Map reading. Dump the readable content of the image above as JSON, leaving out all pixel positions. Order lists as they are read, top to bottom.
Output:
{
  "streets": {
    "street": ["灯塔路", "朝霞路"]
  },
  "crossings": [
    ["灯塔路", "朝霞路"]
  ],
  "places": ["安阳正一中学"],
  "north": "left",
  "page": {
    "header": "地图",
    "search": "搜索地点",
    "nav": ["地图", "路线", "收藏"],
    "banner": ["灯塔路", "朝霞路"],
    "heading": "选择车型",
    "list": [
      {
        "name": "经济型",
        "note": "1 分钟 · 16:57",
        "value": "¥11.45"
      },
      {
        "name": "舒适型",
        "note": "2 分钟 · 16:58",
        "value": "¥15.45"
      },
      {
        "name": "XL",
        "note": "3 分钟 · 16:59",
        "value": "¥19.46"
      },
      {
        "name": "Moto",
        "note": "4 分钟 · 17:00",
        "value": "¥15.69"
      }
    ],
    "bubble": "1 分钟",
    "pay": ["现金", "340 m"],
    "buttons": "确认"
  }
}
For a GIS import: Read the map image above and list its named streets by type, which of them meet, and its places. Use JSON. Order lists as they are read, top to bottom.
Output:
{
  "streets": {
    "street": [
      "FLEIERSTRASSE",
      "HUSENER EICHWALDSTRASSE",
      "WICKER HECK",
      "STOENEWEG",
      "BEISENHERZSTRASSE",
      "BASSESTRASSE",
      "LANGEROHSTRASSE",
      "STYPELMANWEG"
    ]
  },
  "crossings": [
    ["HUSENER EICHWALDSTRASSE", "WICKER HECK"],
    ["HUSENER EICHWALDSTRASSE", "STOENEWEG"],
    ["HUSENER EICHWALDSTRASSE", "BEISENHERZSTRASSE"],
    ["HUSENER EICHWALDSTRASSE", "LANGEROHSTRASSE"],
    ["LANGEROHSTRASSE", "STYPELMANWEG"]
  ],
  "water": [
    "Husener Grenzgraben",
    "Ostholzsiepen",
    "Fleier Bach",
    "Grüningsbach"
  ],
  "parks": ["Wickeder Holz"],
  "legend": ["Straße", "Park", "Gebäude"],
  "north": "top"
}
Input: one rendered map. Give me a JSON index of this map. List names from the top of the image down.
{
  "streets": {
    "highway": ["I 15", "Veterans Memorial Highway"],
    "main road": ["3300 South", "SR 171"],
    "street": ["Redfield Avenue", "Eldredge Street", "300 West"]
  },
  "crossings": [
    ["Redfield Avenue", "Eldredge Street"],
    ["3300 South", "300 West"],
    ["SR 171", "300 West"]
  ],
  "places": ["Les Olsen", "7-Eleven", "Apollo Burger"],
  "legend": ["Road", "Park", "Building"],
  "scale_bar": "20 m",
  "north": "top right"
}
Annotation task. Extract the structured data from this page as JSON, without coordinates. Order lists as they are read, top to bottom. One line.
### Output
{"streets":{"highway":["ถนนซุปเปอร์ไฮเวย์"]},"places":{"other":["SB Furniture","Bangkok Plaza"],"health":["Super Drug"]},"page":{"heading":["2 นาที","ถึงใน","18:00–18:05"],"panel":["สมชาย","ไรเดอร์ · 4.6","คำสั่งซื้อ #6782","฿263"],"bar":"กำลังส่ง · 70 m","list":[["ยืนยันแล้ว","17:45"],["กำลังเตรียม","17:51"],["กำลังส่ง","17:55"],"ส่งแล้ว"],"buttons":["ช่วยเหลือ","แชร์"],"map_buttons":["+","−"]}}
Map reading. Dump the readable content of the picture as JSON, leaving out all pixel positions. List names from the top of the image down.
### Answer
---
● **Task item**
What is needed is the data above, output in full and exactly as it stands.

● **Exercise solution**
Map reading. Dump the readable content of the image above as JSON, leaving out all pixel positions. Order lists as they are read, top to bottom.
Output:
{
  "streets": {
    "street": ["灯塔路", "朝霞路"]
  },
  "crossings": [
    ["灯塔路", "朝霞路"]
  ],
  "places": ["安阳正一中学"],
  "north": "left",
  "page": {
    "header": "地图",
    "search": "搜索地点",
    "nav": ["地图", "路线", "收藏"],
    "banner": ["灯塔路", "朝霞路"],
    "heading": "选择车型",
    "list": [
      {
        "name": "经济型",
        "note": "1 分钟 · 16:57",
        "value": "¥11.45"
      },
      {
        "name": "舒适型",
        "note": "2 分钟 · 16:58",
        "value": "¥15.45"
      },
      {
        "name": "XL",
        "note": "3 分钟 · 16:59",
        "value": "¥19.46"
      },
      {
        "name": "Moto",
        "note": "4 分钟 · 17:00",
        "value": "¥15.69"
      }
    ],
    "bubble": "1 分钟",
    "pay": ["现金", "340 m"],
    "buttons": "确认"
  }
}
For a GIS import: Read the map image above and list its named streets by type, which of them meet, and its places. Use JSON. Order lists as they are read, top to bottom.
Output:
{
  "streets": {
    "street": [
      "FLEIERSTRASSE",
      "HUSENER EICHWALDSTRASSE",
      "WICKER HECK",
      "STOENEWEG",
      "BEISENHERZSTRASSE",
      "BASSESTRASSE",
      "LANGEROHSTRASSE",
      "STYPELMANWEG"
    ]
  },
  "crossings": [
    ["HUSENER EICHWALDSTRASSE", "WICKER HECK"],
    ["HUSENER EICHWALDSTRASSE", "STOENEWEG"],
    ["HUSENER EICHWALDSTRASSE", "BEISENHERZSTRASSE"],
    ["HUSENER EICHWALDSTRASSE", "LANGEROHSTRASSE"],
    ["LANGEROHSTRASSE", "STYPELMANWEG"]
  ],
  "water": [
    "Husener Grenzgraben",
    "Ostholzsiepen",
    "Fleier Bach",
    "Grüningsbach"
  ],
  "parks": ["Wickeder Holz"],
  "legend": ["Straße", "Park", "Gebäude"],
  "north": "top"
}
Input: one rendered map. Give me a JSON index of this map. List names from the top of the image down.
{
  "streets": {
    "highway": ["I 15", "Veterans Memorial Highway"],
    "main road": ["3300 South", "SR 171"],
    "street": ["Redfield Avenue", "Eldredge Street", "300 West"]
  },
  "crossings": [
    ["Redfield Avenue", "Eldredge Street"],
    ["3300 South", "300 West"],
    ["SR 171", "300 West"]
  ],
  "places": ["Les Olsen", "7-Eleven", "Apollo Burger"],
  "legend": ["Road", "Park", "Building"],
  "scale_bar": "20 m",
  "north": "top right"
}
Annotation task. Extract the structured data from this page as JSON, without coordinates. Order lists as they are read, top to bottom. One line.
### Output
{"streets":{"highway":["ถนนซุปเปอร์ไฮเวย์"]},"places":{"other":["SB Furniture","Bangkok Plaza"],"health":["Super Drug"]},"page":{"heading":["2 นาที","ถึงใน","18:00–18:05"],"panel":["สมชาย","ไรเดอร์ · 4.6","คำสั่งซื้อ #6782","฿263"],"bar":"กำลังส่ง · 70 m","list":[["ยืนยันแล้ว","17:45"],["กำลังเตรียม","17:51"],["กำลังส่ง","17:55"],"ส่งแล้ว"],"buttons":["ช่วยเหลือ","แชร์"],"map_buttons":["+","−"]}}
Map reading. Dump the readable content of the picture as JSON, leaving out all pixel positions. List names from the top of the image down.
### Answer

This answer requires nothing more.